I am huge a fan of the SI system, but I’ve often noticed that even my academic colleagues take a mix-and-match aproach to the BIPM standards. It is common for chemists to use Ångstrom over nanometre, and I don’t think I’ve ever seen anyone use megagram over tonne.

Perhaps people are so used to mg (miligram) that they instinctively feel that Mg (megagram) would be confusing, and I admit Gg looks a bit weird. Is that a trend? Do people avoid repeated letters in their unit names? Mm (megameter) does feel a bit odd, although mm (milimeter) feels much more familiar.

These questions drove me to quantify the relative frequency of the SI units and prefixes.

Google search results

I used Google search results as a proxy for usage. I also tried the Google Ngram project, but that turned out to be harder than I wanted it to be.
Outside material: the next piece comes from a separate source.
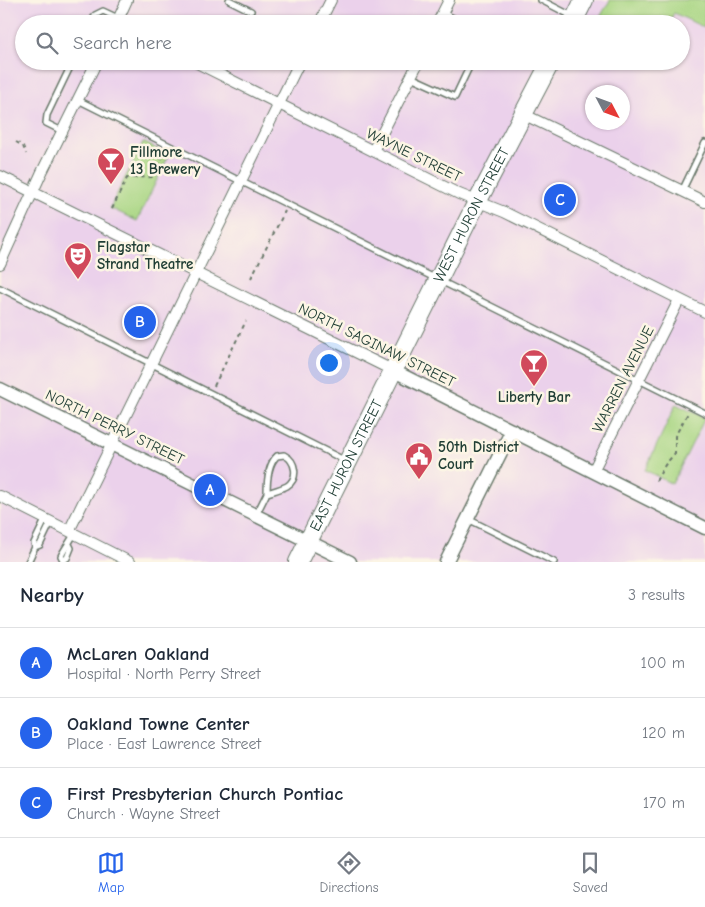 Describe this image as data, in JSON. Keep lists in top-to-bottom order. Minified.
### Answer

After downloading all the data and parsing some of it, it didn’t contain all the terms I wanted.

Here is the complete table showing log10(Google search results + 1) for every combination of the SI prefixes with the units mentioned in the SI brochure as base units or derived units. I’ve skipped degrees Celsius as the Google search API kept erroring on searches like “quettaCelsius”.

It’s always interesting when you get results like this – you can immediately start seeing some structure.

These things jump out at me:

  • quecto, ronto, ronna, and quetta were added in 2022 and you can clearly see they haven’t been as widely adopted as the other prefixes
  • No-one uses prefixes with steradian
  • The “-er” spellings of metre and litre are more popular than the “-re” spellings that the BIPM uses, but not by much (I’m not sure if this is an artefact of Google combining results for the two)
  • For tonne, the negative power prefixes (milli) are much less popular than the positive ones (mega).

Basic stats

Here are the counts across all prefixes for the units. It’s obvious that the base unit counts are somewhat complicated by common words like “gray” or names like “Henry”. I’d imagine Pascal and Newton have the same problem.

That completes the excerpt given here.